I watched the man’s face go momentarily blank… then contort with rage as, behind him, Ransom yelled, “Don’t you hurt my brother!” and she lunged toward me… me feeling a searing pain in my ear as Edgar began to saw with the knife… and then I heard one booming gunshot… then a second gunshot as Ransom dropped to the sand.
Then, oddly and without reason, Cordero was on the ground near her, screaming, swearing in Spanish and holding his neck, which was gushing blood. Pumpkin-head was down, too. Motionless. He’d flung the Uzi far from him before burying his face in black sand.
What the hell had happened?
Goatee was suddenly in front of me, waving the pistol in my direction as he backed away toward the boats, yelling in Spanish, “What is doing this? Who is there?” but then he spoke no more as his head seemed to vaporize in a scarlet mist, his legs managing two more steps before his body collapsed near the water.
A microsecond later, I heard a third booming gunshot, the sound arriving long after the heavy grain cartridge, and I turned just in time to see a puff of smoke drift out of a royal palm canopy that had to be a half mile away.
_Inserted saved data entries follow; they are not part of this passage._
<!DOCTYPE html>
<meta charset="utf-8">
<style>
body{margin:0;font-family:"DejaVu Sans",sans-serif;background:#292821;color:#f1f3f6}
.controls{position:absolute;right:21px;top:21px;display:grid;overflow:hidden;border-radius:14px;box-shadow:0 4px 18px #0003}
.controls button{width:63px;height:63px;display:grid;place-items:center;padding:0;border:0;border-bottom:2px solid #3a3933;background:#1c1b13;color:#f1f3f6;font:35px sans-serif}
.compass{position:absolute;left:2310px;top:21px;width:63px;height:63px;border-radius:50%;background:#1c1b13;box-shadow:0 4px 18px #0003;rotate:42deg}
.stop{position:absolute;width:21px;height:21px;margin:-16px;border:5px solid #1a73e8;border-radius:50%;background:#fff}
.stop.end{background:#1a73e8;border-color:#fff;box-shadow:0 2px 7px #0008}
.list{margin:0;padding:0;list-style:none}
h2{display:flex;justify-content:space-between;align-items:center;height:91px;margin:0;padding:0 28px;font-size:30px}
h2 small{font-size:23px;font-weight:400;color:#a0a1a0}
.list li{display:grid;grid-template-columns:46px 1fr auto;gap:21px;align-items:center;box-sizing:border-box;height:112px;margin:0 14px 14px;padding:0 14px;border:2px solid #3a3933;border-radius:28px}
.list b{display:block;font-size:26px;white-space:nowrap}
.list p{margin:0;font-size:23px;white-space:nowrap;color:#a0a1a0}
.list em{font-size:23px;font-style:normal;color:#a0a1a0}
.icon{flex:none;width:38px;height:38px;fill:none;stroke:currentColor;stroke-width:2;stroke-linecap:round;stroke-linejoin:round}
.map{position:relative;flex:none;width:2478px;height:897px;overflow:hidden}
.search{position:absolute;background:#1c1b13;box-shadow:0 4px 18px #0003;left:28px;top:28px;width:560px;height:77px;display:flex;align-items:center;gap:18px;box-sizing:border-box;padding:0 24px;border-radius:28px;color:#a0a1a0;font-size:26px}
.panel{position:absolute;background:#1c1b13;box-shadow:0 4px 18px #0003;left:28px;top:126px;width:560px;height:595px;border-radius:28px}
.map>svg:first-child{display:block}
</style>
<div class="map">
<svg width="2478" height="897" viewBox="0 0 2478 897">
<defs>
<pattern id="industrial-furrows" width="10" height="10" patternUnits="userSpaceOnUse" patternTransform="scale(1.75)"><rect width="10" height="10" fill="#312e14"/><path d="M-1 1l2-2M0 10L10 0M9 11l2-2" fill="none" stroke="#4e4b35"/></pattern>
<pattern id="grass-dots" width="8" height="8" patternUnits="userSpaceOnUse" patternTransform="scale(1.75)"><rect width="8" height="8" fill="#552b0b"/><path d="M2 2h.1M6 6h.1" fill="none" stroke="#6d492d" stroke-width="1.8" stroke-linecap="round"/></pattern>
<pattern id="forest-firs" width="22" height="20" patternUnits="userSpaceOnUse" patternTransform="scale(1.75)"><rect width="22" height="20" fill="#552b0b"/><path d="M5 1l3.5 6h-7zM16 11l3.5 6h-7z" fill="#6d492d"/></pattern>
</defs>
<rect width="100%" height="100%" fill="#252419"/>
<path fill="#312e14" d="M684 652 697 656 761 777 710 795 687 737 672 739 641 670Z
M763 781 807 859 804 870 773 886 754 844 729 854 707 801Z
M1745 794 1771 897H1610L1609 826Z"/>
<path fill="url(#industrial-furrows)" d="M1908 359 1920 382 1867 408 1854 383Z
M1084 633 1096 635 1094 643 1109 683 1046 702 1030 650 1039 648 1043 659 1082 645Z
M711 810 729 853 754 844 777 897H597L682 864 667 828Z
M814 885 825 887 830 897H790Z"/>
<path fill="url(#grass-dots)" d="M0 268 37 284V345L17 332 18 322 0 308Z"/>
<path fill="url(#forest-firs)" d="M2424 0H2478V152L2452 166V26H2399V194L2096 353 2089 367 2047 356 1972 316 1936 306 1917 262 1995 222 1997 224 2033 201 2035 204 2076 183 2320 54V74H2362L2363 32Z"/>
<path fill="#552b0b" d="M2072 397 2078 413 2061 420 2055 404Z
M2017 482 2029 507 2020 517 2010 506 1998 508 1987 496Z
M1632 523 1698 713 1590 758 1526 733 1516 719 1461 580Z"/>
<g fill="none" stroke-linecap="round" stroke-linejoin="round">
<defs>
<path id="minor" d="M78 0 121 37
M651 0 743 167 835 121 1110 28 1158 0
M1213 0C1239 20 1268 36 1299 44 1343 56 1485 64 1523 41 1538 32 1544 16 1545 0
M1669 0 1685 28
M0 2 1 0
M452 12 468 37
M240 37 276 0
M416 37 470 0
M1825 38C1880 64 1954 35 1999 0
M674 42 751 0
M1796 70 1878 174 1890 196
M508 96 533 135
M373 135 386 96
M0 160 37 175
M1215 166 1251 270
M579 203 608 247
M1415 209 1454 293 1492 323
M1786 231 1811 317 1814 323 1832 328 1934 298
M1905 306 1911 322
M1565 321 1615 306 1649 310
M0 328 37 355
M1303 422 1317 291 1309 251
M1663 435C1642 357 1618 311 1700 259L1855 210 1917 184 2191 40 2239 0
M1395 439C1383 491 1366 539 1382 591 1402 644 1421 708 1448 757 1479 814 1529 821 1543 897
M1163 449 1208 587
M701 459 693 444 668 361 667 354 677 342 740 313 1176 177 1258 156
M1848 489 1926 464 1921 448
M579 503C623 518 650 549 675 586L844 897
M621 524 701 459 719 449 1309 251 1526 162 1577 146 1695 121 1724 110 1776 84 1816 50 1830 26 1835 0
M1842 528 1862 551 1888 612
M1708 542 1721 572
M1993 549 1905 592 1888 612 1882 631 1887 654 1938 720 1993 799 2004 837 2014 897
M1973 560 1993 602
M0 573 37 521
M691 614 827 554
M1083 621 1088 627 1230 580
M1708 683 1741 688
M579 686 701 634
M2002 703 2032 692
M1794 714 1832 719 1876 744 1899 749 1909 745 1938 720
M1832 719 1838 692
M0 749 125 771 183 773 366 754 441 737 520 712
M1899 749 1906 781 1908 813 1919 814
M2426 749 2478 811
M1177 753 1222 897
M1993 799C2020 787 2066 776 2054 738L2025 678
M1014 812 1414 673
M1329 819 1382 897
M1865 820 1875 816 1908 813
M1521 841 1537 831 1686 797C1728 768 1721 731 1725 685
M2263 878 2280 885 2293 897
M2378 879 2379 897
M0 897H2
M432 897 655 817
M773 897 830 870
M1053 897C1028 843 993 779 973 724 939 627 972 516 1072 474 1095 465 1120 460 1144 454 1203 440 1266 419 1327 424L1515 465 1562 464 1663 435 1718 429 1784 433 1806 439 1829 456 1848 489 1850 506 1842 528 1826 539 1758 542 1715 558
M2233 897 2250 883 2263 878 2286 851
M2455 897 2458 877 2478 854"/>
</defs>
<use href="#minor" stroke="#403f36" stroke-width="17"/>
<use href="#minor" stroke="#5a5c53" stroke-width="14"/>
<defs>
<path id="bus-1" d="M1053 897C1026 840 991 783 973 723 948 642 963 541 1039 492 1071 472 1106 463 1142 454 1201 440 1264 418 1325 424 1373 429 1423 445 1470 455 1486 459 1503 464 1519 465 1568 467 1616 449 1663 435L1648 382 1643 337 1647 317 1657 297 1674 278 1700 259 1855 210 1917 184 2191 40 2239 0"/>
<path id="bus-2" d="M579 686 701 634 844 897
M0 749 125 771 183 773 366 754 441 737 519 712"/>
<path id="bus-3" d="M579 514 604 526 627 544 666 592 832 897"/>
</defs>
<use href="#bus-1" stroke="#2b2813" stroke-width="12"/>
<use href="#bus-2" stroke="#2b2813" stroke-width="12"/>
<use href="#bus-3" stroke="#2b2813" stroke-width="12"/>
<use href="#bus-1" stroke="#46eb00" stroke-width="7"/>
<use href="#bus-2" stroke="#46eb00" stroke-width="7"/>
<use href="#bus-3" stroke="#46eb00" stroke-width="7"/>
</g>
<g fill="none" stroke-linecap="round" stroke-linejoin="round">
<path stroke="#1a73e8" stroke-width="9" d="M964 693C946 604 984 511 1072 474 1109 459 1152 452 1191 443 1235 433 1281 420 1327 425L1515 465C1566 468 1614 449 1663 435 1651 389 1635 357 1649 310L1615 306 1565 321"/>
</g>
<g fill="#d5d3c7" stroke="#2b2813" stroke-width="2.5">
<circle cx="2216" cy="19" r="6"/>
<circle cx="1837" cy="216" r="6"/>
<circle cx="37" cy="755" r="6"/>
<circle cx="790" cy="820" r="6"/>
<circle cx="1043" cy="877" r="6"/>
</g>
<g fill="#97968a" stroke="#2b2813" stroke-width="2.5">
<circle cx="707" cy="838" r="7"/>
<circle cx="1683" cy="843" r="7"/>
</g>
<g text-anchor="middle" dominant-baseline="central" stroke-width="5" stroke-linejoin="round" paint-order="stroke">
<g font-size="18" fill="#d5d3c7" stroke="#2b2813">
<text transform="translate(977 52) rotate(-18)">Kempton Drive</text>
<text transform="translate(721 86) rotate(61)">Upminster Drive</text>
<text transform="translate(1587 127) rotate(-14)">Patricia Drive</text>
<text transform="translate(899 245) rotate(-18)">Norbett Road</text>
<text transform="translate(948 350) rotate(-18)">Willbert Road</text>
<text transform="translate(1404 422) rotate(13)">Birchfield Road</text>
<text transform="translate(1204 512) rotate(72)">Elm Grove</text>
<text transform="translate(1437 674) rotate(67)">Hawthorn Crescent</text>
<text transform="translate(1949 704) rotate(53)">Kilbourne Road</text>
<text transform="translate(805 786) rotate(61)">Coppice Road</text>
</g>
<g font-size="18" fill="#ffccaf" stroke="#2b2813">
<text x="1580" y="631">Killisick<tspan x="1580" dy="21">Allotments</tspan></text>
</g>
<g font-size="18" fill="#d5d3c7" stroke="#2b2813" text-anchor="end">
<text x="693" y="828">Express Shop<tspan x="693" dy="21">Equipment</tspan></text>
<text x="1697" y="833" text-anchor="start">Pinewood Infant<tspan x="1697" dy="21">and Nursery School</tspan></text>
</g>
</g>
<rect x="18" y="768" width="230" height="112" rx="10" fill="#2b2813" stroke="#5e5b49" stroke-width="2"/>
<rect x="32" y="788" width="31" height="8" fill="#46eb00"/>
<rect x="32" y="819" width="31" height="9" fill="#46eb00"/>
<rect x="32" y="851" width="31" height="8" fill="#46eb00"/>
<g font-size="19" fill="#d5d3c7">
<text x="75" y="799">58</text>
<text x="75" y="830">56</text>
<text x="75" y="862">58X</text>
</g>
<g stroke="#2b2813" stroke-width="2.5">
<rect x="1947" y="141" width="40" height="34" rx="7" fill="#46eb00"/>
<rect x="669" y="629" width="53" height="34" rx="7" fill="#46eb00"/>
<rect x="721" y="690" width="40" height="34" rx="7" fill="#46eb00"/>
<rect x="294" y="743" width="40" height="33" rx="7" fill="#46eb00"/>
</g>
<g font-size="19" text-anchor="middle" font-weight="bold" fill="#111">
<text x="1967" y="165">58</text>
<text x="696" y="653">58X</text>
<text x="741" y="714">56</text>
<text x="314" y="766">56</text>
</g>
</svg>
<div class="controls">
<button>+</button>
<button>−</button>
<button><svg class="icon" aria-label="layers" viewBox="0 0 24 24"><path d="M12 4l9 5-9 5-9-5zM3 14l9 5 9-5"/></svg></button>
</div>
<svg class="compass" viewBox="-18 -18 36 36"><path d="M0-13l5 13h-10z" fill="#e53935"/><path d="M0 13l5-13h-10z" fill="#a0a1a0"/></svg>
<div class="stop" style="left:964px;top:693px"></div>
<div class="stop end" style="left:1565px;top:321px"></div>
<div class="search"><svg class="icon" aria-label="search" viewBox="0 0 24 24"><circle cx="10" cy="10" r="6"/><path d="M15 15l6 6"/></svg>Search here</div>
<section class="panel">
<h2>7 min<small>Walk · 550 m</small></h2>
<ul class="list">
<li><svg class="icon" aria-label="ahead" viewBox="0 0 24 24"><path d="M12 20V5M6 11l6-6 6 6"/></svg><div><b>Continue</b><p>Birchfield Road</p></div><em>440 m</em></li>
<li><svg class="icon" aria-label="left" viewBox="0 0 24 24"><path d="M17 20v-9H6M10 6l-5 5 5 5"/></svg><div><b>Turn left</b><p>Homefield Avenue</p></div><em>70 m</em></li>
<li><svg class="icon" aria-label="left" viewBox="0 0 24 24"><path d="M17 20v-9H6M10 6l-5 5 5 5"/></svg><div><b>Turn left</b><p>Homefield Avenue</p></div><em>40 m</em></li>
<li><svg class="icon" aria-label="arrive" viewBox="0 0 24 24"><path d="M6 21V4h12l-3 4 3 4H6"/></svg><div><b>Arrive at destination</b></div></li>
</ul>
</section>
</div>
“Doc, she’s bleeding!” Tomlinson was on his feet, kneeling over Ransom, who had her face covered with her hands. There was lots of blood there and she wasn’t moving.
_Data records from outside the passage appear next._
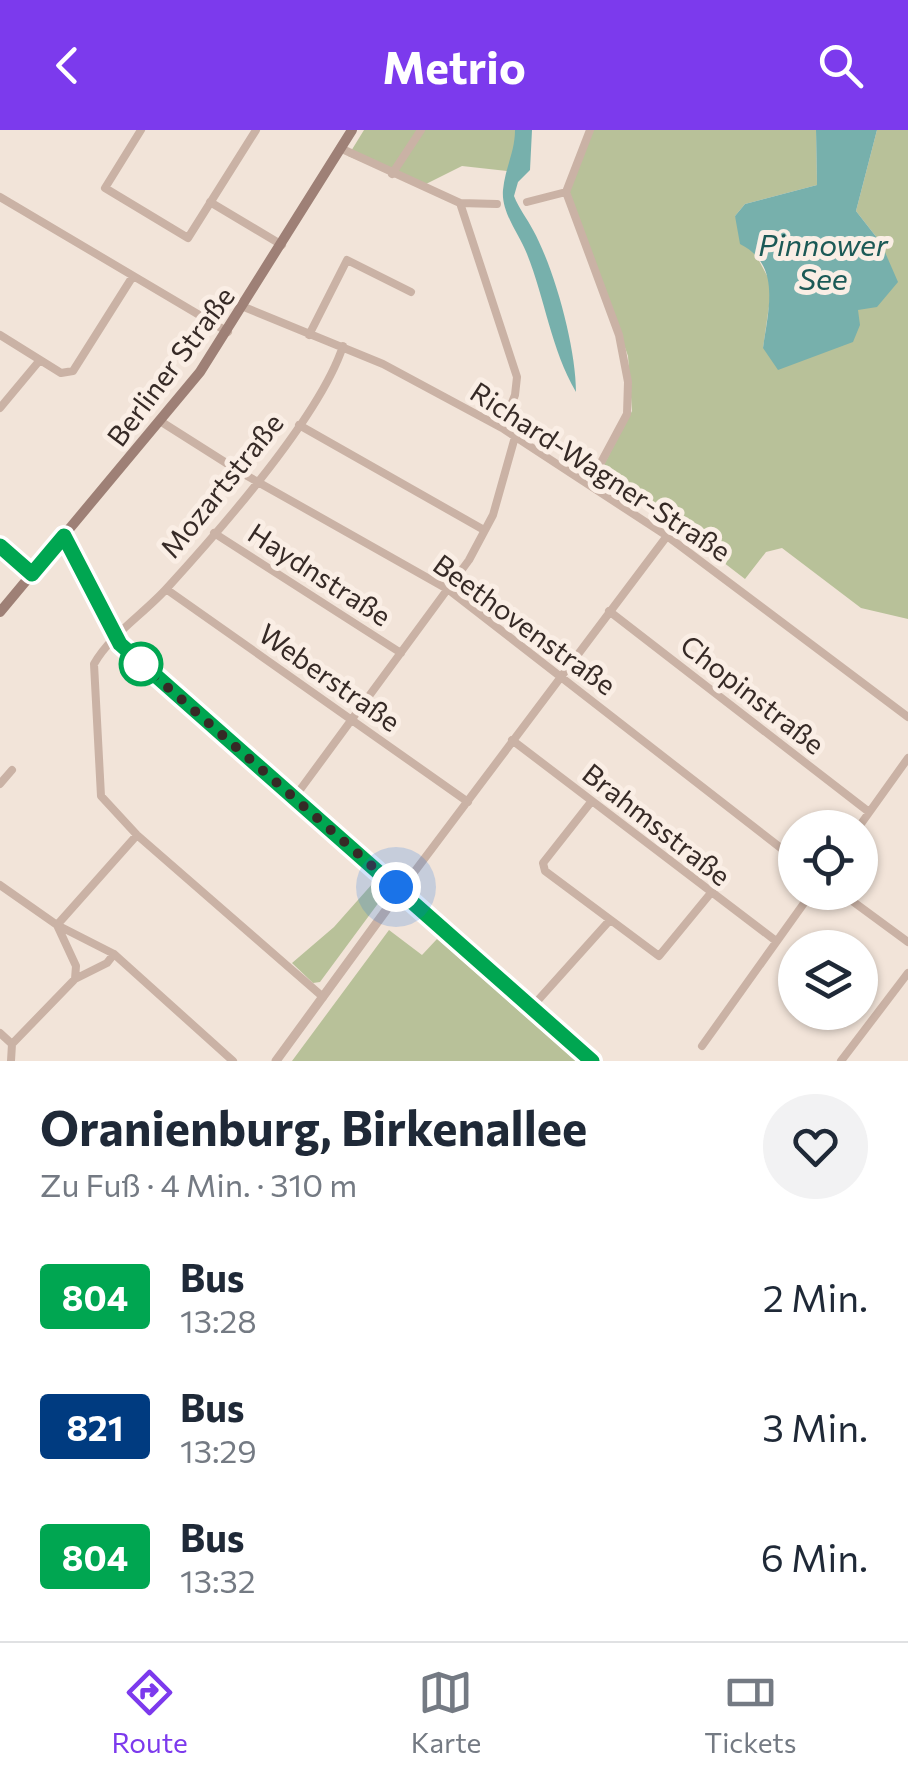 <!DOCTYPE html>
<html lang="de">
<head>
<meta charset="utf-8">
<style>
	body { margin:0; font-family:Commissioner,sans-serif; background:#f2f2f3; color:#1f2937; height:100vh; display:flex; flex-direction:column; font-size:38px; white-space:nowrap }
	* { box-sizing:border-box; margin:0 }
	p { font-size:32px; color:#747a83 }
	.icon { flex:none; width:55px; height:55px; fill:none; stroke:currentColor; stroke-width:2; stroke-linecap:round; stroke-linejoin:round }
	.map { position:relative; height:931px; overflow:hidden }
	.side { display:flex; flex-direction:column; background:#fff; flex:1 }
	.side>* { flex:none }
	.badge { padding:0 20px; border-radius:8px; font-size:35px; line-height:65px }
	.fabs { position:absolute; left:778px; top:680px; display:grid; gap:20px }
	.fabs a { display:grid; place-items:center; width:100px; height:100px; border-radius:50%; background:#fff; box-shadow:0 2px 8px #0004; font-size:50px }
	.you { position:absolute; width:50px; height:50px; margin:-25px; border:8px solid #fff; border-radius:50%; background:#1a73e8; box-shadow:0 0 0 15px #1a73e833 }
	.map>.badge { position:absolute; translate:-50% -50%; box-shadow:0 0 0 5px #fff }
	.round { display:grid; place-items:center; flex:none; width:105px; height:105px; border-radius:52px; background:#f2f2f3 }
	.overview { display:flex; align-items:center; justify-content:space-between; height:170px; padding:0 40px }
	h1 { font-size:48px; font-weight:700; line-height:75px }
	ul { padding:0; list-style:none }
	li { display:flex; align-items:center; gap:30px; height:130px; padding:0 40px }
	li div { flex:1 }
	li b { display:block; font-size:38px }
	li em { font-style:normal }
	li .badge { min-width:110px; font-weight:700; text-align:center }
	header { display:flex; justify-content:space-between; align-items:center; height:130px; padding:0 40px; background:#7c3aed; color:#fff; font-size:45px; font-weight:700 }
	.menu { display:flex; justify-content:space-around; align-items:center; height:140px; border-top:2px solid #e0e1e3; background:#fff; font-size:28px; color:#747a83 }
	.menu a { display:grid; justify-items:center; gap:5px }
	.menu .active { color:#7c3aed }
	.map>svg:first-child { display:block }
</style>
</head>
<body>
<header><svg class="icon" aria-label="back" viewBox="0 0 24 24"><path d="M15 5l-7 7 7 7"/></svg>Metrio<svg class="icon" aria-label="search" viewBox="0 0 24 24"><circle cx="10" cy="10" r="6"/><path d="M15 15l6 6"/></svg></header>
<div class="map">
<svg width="908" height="931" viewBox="0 0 908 931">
	<rect width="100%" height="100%" fill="#f2e4d9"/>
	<path fill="#b8c199" d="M364,0H515V26L507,41L462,36L422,56L348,26Z
		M593,0H816L817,55L745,74L735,86L772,155L763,218L858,180L881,113L856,81L877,0H908V489L861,478L782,418L766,422L745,449L667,389L598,346L632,281L628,226L570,63V50Z
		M373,753L385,764L320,852L313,853L292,833L334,797Z
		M389,800L422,825L437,809L576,931H292Z"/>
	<path fill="#77b0ac" d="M515,0H532L530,40L518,52L514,66C519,79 527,88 533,100C555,140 576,218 576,262C551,219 545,169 527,124C519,103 501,83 503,60C505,38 515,22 515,0Z
		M816,0H877L856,81L881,113L898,152L877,177L858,180L860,195L853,212L778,240L763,218C768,180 782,135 740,114L735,86L745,74L817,55Z"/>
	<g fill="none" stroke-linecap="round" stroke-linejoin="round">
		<path stroke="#cab2a5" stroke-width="8" d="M141,0L105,58L188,108L256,0
			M340,18L460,73L497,74
			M392,44L421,0
			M0,67L228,202
			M210,72L282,115
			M527,72L566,62
			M460,73L517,247L515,265L502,298
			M244,177L383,234L502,298L667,406L908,587
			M0,205L61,243L73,241L133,146
			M309,205L347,130L411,162
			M0,278L40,230
			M160,291L242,343L449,460L795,729
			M299,295L484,400
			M589,355L627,284L628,252L619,205L566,62L590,0
			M214,403L401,523
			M65,406L120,514L400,761L667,406
			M0,417L32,444
			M166,459L468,672
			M609,481L869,682
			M512,610L776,811
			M0,654L12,640
			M294,668L469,430L493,385L515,307
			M591,672L543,733L545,741L659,826L710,764
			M858,698L908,628
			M0,755L57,795L114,824L233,931
			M840,762L908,812
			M75,849L107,833L114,824
			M323,867L137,705L101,666L94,534C111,504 145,483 168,457C220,400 320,286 343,216
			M531,878L610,790
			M0,903L12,914
			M702,916L812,762
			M11,931L12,914L75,849L76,836L57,795L137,705
			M841,931L908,843"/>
		<path stroke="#cab2a5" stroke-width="9" d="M276,931L400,761L592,931"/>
		<path stroke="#9e8076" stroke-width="10" d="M0,482L200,242L352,0"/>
	</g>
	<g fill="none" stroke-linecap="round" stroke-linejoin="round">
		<defs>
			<path id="line" d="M0,416L32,444L64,406L120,514L592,931"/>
		</defs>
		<use href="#line" stroke="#fff" stroke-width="22"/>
		<use href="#line" stroke="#00a651" stroke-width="15"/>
		<path stroke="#362a26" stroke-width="10" stroke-dasharray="0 18" d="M141,534L396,757"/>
	</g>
	<circle fill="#fff" stroke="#00a651" stroke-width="5" cx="141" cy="534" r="20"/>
	<g text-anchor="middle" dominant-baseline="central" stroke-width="10" stroke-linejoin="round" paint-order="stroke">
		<g font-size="28" fill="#362a26" stroke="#faeee5">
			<text transform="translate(170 236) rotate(-53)">Berliner Straße</text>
			<text transform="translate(601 341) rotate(33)">Richard-Wagner-Straße</text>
			<text transform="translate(221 355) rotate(-51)">Mozartstraße</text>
			<text transform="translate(320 444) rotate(33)">Haydnstraße</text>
			<text transform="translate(525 494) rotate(36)">Beethovenstraße</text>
			<text transform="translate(330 547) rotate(35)">Weberstraße</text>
			<text transform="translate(753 564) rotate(38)">Chopinstraße</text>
			<text transform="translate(657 694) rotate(38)">Brahmsstraße</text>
		</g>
		<g font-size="30" font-style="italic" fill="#1b5956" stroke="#faeee5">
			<text x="823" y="113">Pinnower<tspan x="823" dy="34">See</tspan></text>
		</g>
	</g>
</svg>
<div class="fabs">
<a><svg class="icon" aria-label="locate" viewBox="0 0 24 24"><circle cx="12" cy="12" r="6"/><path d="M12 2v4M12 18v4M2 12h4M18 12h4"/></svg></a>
<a><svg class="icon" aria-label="layers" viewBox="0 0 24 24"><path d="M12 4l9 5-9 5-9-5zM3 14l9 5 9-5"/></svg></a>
</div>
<div class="you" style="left:396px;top:757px"></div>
</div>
<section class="side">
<div class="overview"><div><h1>Oranienburg, Birkenallee</h1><p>Zu Fuß · 4 Min. · 310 m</p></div><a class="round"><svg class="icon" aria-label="heart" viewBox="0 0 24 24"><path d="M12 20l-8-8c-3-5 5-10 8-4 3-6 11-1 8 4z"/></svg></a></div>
<ul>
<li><span class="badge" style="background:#00a651;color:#fff">804</span><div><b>Bus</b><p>13:28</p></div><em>2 Min.</em></li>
<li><span class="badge" style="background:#003b80;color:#fff">821</span><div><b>Bus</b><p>13:29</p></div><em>3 Min.</em></li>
<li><span class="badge" style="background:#00a651;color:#fff">804</span><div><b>Bus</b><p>13:32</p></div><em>6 Min.</em></li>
</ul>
</section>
<nav class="menu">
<a class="active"><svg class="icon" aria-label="directions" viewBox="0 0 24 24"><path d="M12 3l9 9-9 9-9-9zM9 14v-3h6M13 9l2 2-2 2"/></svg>Route</a>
<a><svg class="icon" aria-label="map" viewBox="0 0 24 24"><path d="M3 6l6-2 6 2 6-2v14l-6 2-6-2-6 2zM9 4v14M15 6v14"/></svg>Karte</a>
<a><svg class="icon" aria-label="tickets" viewBox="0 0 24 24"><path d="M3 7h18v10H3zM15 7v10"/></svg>Tickets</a>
</nav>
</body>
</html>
I rushed to help, feeling a surreal and shuddering grief, but then she did move as Tomlinson lifted her, and Ransom stood shakily, hand still holding her bleeding nose. She was wide-eyed, trembling with shock, looking at Cordero who was now silent, eyes empty, staring at the sky, dead. Then she considered the other two faceless corpses before she touched fingers to her sacred beads and whispered, “God strike them dead, just like I pray for Him to do. It happened, my brother, it really happened. Don’t be telling me no more about what ain’t magic!”